Herman Thomas Karsten, sumber
Karirnya semakin melesat seiring dengan dirampungkannya pembangunan gedung gedung dan infrastruktur penting di beberapa kota antara lain di Malang, Madiun, Surakarta, hingga Magelang.  Sebut saja Pasar Johar Semarang dan Pasar Gedhe Solo yang merupakan sekelumit dari hasil prestasinya. Arsitek yang kemudian menikahi Soembinah, pada tahun 1921 itu dikaruniai 4 orang anak. Menikahi wanita pribumi, semakin menambah kecintaan Karsten pada Indonesia. Hingga tahun 1942 terakhir dia tertangkap oleh tentara Jepang dan ditahan di Kamp Interniran Cimahi hingga meninggal di tempat tersebut pada tahun 1945. Sesaat sebelum meninggal, dengan kondisinya yang lemah, ia sempat meminta dokternya yang juga merupakan tahanan untuk menulis pesan yang berbunyi “Indonesia bermoelialah, Indonesia bersatoelah”.

**
Briefing oleh Pak Gubernur KTM, Bagus Priyana
Kami, saya dan Tika bersama sekitar 70-an peserta dari Komunitas Kota Toea Magelang (KTM), Minggu (27/4) kemarin berkesempatan mengikuti event spesial bertajuk “Djeladjah 130 Tahoen Herman Thomas Karsten). Untung saja, kami mendapatkan ijin akses untuk masuk ke bangunan kompor raksasa tersebut. Menara air yang kini dikelola oleh PDAM Kota Magelang itu rupanya masih dapat berfungsi dengan baik.
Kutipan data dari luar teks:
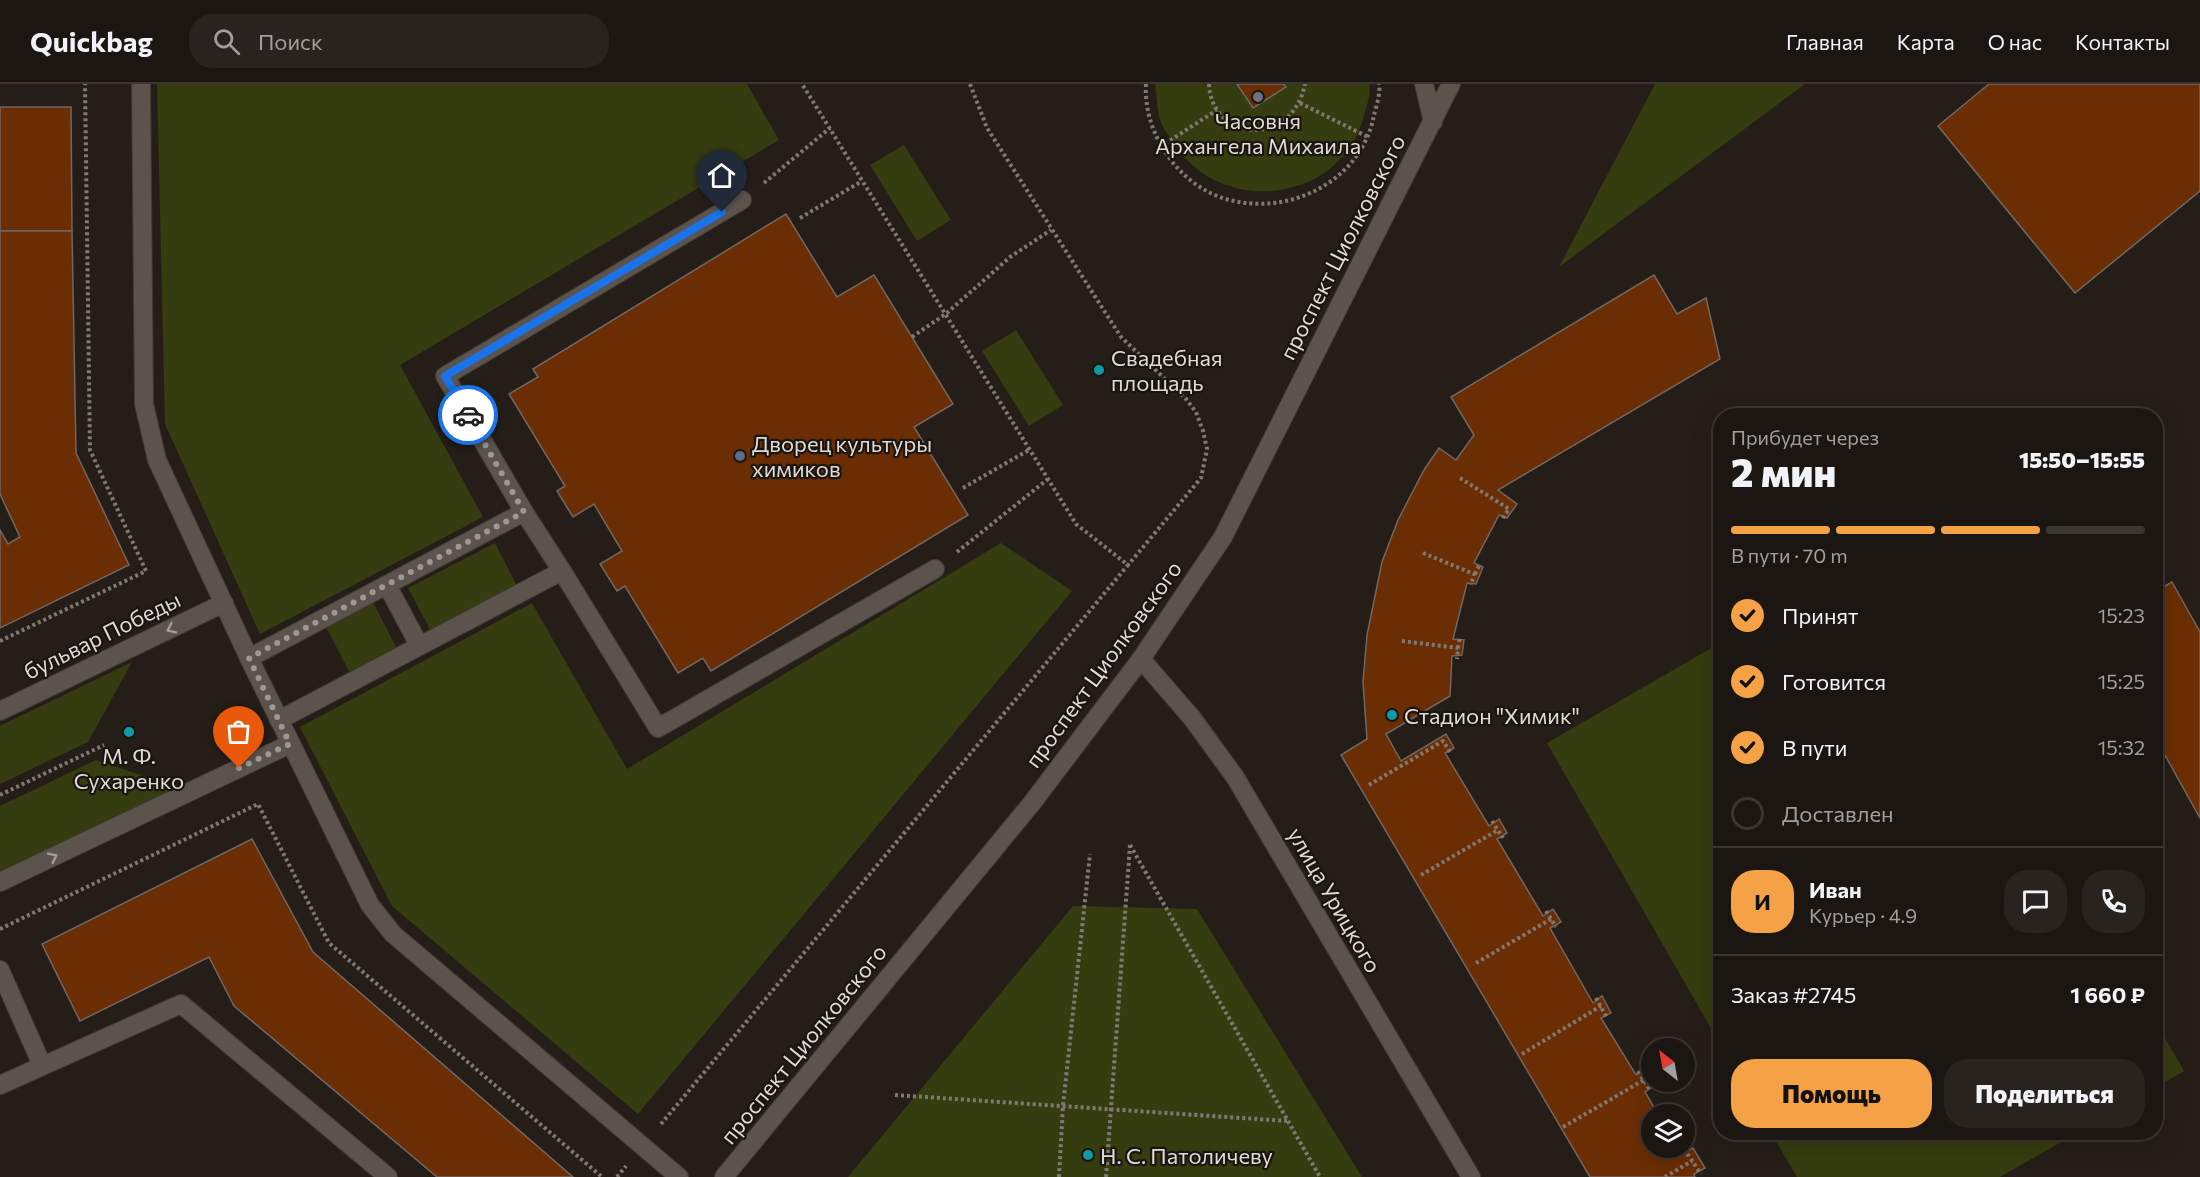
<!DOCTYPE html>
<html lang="ru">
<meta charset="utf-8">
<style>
:root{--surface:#1c1612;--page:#292320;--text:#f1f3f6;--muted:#a09f9f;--line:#3a3532;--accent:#f5a246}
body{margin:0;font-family:Commissioner,sans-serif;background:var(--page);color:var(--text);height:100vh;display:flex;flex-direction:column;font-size:22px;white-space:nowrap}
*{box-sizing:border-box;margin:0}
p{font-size:20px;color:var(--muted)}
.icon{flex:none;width:33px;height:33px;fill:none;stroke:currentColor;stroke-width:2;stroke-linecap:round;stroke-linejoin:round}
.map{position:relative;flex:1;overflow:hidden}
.panel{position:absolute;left:1713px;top:324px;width:450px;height:732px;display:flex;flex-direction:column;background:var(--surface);border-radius:24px;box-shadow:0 6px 24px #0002,0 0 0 2px var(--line)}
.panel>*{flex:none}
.needle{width:39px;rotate:329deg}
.controls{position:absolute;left:1641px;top:954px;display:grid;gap:12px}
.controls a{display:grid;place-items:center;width:54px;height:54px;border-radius:50%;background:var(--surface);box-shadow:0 6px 24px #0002,0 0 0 2px var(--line);font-size:30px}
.pin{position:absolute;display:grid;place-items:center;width:51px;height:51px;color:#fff;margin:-62px -26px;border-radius:50% 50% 50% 0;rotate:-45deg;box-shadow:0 0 6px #0007}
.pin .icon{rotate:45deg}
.courier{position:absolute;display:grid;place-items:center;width:60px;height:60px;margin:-30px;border:4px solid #1a73e8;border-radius:50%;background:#fff;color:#222;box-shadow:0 2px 8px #0007}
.headline em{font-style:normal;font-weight:800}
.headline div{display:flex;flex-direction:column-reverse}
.headline{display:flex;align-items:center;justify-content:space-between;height:102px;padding:0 18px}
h1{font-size:39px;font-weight:800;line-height:45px}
.bar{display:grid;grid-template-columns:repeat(4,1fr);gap:9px 6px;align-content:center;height:72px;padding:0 18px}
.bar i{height:8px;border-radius:4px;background:var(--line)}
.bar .selected{background:var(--accent)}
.bar p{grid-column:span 4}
.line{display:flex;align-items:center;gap:15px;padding:0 18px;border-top:2px solid var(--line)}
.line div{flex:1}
.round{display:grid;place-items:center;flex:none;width:63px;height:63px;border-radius:24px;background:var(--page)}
ol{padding:0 18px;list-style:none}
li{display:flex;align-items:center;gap:18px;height:66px}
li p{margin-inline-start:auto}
li .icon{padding:6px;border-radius:50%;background:var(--accent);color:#111;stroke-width:4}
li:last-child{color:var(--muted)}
li i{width:33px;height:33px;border:3px solid var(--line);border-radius:50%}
.action{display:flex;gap:12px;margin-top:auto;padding:12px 18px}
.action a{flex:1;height:69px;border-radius:24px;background:var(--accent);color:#111;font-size:24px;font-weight:800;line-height:69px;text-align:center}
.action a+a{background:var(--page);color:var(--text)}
header{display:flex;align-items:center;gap:36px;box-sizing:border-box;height:84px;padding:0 30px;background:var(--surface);border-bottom:2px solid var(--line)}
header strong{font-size:28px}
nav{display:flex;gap:33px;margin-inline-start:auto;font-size:21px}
.search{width:420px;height:54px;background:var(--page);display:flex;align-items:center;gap:15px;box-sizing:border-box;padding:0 21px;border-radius:24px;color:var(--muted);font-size:22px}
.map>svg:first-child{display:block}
.green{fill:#353c0f}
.building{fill:#6b2d03;stroke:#716762;stroke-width:1.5}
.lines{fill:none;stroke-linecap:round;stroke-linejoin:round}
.service-casing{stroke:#403a36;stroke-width:20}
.minor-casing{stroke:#403a36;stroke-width:20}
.tertiary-casing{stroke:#403a36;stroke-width:20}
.secondary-casing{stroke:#403a36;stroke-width:20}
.path{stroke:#7f7974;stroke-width:4;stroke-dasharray:3 3;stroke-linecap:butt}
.service{stroke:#5b534c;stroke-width:18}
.minor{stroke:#5b534c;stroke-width:18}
.tertiary{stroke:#5b534c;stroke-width:18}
.secondary{stroke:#5b534c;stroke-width:18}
.oneway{stroke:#a49d98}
.done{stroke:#9e9894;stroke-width:6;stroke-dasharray:0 10.8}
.route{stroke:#1a73e8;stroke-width:8}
.worship-dot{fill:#6b7280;stroke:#1b150f;stroke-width:2}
.culture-dot{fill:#0f9aa8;stroke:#1b150f;stroke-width:2}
.service-dot{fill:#5c6f8a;stroke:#1b150f;stroke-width:2}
.labels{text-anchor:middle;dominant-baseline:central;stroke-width:4.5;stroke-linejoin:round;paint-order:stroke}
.poi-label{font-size:22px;fill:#dfdad6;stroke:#1b150f;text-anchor:start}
.street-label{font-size:22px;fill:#dfdad6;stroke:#1b150f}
</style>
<header>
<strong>Quickbag</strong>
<div class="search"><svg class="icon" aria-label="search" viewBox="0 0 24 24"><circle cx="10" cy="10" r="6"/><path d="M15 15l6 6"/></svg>Поиск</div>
<nav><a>Главная</a><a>Карта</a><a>О нас</a><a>Контакты</a></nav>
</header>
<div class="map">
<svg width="2200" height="1093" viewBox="0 0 2200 1093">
<rect width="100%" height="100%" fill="#251e18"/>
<g class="green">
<polygon points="157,0 747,0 779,56 400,281 483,433 260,550 165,340"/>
<path d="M 1155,0 L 1369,0 C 1371,11 1367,21 1364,31 C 1342,121 1217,134 1172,56 C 1168,50 1162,43 1160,36 C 1157,25 1157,12 1155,0 Z"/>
<polygon points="1655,0 1805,0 1559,183"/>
<polygon points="904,61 951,136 917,157 870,81"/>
<polygon points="1016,246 1063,321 1029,342 982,267"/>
<polygon points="495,459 518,504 432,549 408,504"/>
<polygon points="1001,459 1072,507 638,1030 392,822 300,643 532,519 627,685"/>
<polygon points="373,518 397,565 350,589 326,543"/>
<polygon points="1720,559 1720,960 1547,659"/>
<polygon points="132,578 88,658 0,700 0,642"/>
<polygon points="96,676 179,704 0,791 0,722"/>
<polygon points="1073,822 1197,825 1362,1093 848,1093"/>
<polygon points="2156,938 2184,987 2156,1003"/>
<polygon points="1771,1049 2077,1049 2000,1093 1797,1093"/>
</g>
<g class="building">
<polygon points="1237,0 1284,0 1286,3 1253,24"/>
<polygon points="1989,0 2200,0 2200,107 2075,209 1938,42"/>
<polygon points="0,23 71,23 72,147 0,147"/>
<polygon points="786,130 837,213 874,191 953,320 914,343 968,431 711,587 703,574 678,589 625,502 617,507 600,480 622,467 594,420 573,433 557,407 565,402 509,310 538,293 533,285"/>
<polygon points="0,147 72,147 76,369 129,481 0,544 0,446 8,460 20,453 0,410"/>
<polygon points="1654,191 1677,230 1706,214 1720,275 1498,406 1517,420 1507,434 1499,431 1474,479 1483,483 1476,500 1467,499 1453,555 1464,556 1462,571 1452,572 1450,612 1386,650 1401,677 1446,650 1454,664 1445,669 1489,742 1499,735 1507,749 1497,755 1543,832 1553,825 1561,838 1550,844 1593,919 1602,912 1611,929 1601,934 1636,991 1644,986 1654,1002 1645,1008 1658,1030 1652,1030 1652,1064 1678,1064 1682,1070 1693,1064 1705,1084 1694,1090 1695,1093 1590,1093 1341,671 1367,655 1363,598 1367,551 1382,478 1398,436 1424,386 1439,364 1456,376 1474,351 1451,313"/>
<polygon points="2172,498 2200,548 2200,734 2156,655 2156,507"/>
<polygon points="252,755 313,868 573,1093 437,1093 234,922 209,873 80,937 42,860"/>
</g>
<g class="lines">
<g class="service-casing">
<g id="service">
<polyline points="524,428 562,487"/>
<polyline points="387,501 419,561"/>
<polyline points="249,574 524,428 445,292 742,116"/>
<polyline points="279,636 562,487 658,644 935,485"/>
<polyline points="0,886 42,981"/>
<polyline points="0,1001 181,920 388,1093"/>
</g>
</g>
<g class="minor-casing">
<g id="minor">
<polyline points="141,0 144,320 157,376 249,574 370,821 393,850 679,1093"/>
<polyline points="0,627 224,519"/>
<polyline points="0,798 290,660"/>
</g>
</g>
<g class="tertiary-casing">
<polyline id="tertiary" points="1141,575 1192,634 1235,693 1471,1093"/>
</g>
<g class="secondary-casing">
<g id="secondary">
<polyline points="1424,0 1433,38"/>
<polyline points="724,1093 1032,719 1141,575 1223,453 1451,0"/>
</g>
</g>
<g class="path">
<polyline points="970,0 987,44 1121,253 1186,315 1196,328 1203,347 1207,365 1201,394 1128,481"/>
<path d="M 1146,0 C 1143,49 1178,101 1226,115 C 1287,133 1358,99 1373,36 C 1375,25 1381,11 1379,0"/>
<path d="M 1209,0 C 1211,57 1292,65 1305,0"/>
<polyline points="1300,19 1368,53"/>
<polyline points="1160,63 1217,26"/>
<polyline points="764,99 830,44"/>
<polyline points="800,134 862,97"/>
<polyline points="912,253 947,229 1010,173 1051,146"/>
<polyline points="1460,394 1509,425 1502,435"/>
<polyline points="963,404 1029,366"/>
<polyline points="957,468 1048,395"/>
<polyline points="1423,469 1474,490 1471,501"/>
<polyline points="1475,490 1480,480"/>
<polyline points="0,557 146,487 90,366 85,0"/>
<polyline points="1402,557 1458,564 1457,575"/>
<polyline points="1458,564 1460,553"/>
<polyline points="1369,701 1443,657 1450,668"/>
<polyline points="0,711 104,661"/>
<polyline points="1492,737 1503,754"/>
<polyline points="1130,761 1320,1093"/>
<polyline points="1421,791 1498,746"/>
<polyline points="1546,827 1556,843"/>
<polyline points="0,845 258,720 329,859 602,1093"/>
<polyline points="1476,879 1551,835"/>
<polyline points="1596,914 1607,934"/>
<polyline points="1522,970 1601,922"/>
<polyline points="1638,987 1650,1006"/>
<polyline points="895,1011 1287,1037"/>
<polyline points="661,1040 1128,481 1076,440 802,0"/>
<polyline points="1563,1043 1644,996"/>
<polyline points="1684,1065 1701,1090"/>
<polyline points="617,1093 626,1082"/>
<polyline points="1059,1093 1063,1022 1090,770"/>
<polyline points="1106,1093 1130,761"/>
<polyline points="1665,1093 1692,1077"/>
</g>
<use href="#service" class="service"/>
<use href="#minor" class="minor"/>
<use href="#tertiary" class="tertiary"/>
<use href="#secondary" class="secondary"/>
</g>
<defs><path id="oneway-chevron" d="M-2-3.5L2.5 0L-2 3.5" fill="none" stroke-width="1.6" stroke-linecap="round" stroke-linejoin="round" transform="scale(1.5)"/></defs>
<g class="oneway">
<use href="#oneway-chevron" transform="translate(171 545) rotate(154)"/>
<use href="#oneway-chevron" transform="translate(53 773) rotate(-26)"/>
</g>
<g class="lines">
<polyline class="done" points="239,684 290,660 249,574 524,428 468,331"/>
<polyline class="route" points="468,331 445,292 722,128"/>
</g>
<circle class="worship-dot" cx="1258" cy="13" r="6"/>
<g class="culture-dot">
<circle cx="1099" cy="286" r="6"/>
<circle cx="1392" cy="631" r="6"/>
<circle cx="129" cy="648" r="6"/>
<circle cx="1088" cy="1071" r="6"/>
</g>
<circle class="service-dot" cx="740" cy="372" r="6"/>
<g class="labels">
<g class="poi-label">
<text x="1258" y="36" text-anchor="middle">Часовня<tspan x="1258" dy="25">Архангела Михаила</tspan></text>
<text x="1111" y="273">Свадебная<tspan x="1111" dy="25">площадь</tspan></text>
<text x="752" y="359">Дворец культуры<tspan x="752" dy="25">химиков</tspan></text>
<text x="1404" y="631">Стадион "Химик"</text>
<text x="129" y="671" text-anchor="middle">М. Ф.<tspan x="129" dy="25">Сухаренко</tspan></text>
<text x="1100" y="1071">Н. С. Патоличеву</text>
</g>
<g class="street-label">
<text transform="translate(1342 163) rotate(-63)">проспект Циолковского</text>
<text transform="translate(102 551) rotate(-26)">бульвар Победы</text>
<text transform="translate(1103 580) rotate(-54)">проспект Циолковского</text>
<text transform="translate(1335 816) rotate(60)">улица Урицкого</text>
<text transform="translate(803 960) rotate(-51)">проспект Циолковского</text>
</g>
</g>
</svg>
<div class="controls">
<a><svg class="needle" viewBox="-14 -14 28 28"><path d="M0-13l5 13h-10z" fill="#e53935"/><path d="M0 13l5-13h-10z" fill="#a09f9f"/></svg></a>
<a><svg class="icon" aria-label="layers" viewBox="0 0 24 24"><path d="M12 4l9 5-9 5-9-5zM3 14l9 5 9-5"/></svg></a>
</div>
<div class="pin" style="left:239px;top:684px;background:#ea580c"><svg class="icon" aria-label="bag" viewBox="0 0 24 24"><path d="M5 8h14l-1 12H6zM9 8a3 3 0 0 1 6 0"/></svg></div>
<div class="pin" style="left:722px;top:128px;background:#1f2937"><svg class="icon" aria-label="home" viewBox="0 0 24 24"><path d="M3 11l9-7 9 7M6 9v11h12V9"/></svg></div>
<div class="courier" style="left:468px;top:331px"><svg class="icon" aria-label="car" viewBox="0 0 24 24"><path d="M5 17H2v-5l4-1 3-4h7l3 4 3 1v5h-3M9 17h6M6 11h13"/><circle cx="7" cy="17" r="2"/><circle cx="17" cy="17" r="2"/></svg></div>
<section class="panel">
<div class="headline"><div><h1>2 мин</h1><p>Прибудет через</p></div><em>15:50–15:55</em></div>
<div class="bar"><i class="selected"></i><i class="selected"></i><i class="selected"></i><i></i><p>В пути · 70 m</p></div>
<ol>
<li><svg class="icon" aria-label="check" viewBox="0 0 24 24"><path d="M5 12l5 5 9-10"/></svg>Принят<p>15:23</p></li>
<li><svg class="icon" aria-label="check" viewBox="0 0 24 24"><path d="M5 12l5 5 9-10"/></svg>Готовится<p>15:25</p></li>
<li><svg class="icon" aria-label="check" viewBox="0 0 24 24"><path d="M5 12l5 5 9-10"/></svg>В пути<p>15:32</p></li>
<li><i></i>Доставлен</li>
</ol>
<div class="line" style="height:108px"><b class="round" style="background:var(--accent);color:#111">И</b><div><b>Иван</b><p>Курьер · 4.9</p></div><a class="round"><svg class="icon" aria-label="chat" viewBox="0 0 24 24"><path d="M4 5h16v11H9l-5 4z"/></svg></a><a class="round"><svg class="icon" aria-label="phone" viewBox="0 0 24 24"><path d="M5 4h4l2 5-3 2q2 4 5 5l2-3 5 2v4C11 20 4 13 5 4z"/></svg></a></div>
<div class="line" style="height:78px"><div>Заказ #2745</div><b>1 660 ₽</b></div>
<div class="action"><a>Помощь</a><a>Поделиться</a></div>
</section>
</div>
Beberapa pipa besar dengan diamater sekitar 30 centimeter melintang diruangan bundar bagian bawah. Disekeliling, terlihat beberapa ruangan yang kini tampaknya digunakan hanya sebagai gudang saja. Sementara itu, sebuah lukisan tentang mata air Tuk Mas tertempel di salah satu dinding. “Konstruksi atapnya terlihat bekas anyaman bambu, saya pastikan waktu itu proses pengecorannya ditahan dengan kepang (anyaman bambu) yang ditahan dengan batang-batang bambu dibawahnya. Karena saat itu memang belum ada tripleks” ujar Bagus Priyana, koordinator KTM. 
Kondisi dalam water toren yang dilengkapi dengan lobang-lobang sebagai ventilasi udara.

Bagian tengah bangunan yang mulai beroperasi sejak Mei 1920 ini terlihat seperti beton raksasa bulat dengan diamater 3 meter. Di salah satu sisinya ada pintu untuk naik ke atas dengan menapaki anak tangga yang melingkar spiral. Kebetulan, siang itu kami tidak diperkenankan untuk menaiki dengan alasan keamanan. Sekilas terlihat di dua ruangan yang cukup sempit, ada semacam lobang yang didalamnya tertanam pipa-pipa besar dengan sebuah alat pengontrol tekanan air. Manometer namanya. Melihat merk-nya, manometer-manometer yang ada di sini adalah buatan Eropa yang dari sejak pertama dioperasikan, hingga kini belum pernah diganti sehingga masih sanggup untuk mendistribusikan air ke masyarakat Kota Magelang. 
Manometer di Water Toren

Water toren, nama asli bangunan ini merupakan salah satu bangunan fenomenal di Magelang yang perancangannya diotaki oleh Karsten dan dimulai pembangunannya pada 1916 dengan mengambil mata air dari Kalegen, Bandongan. Uniknya, untuk mengalirkan air dari sumbernya tidak ada cara kerja mesin sama sekali dengan menggunakan metode gravitasi karena mata air berada lebih tinggi dari menara air. Dari awal, fungsi utama dari penampung air dengan kapasasitas 1,750 juta liter air ini hingga sekarang tidak berubah. Hanya saja, bagian bawah yang dahulu digunakan untuk kantor, sekarang hanya berfungsi sebagai gudang dan ruang kendali saja.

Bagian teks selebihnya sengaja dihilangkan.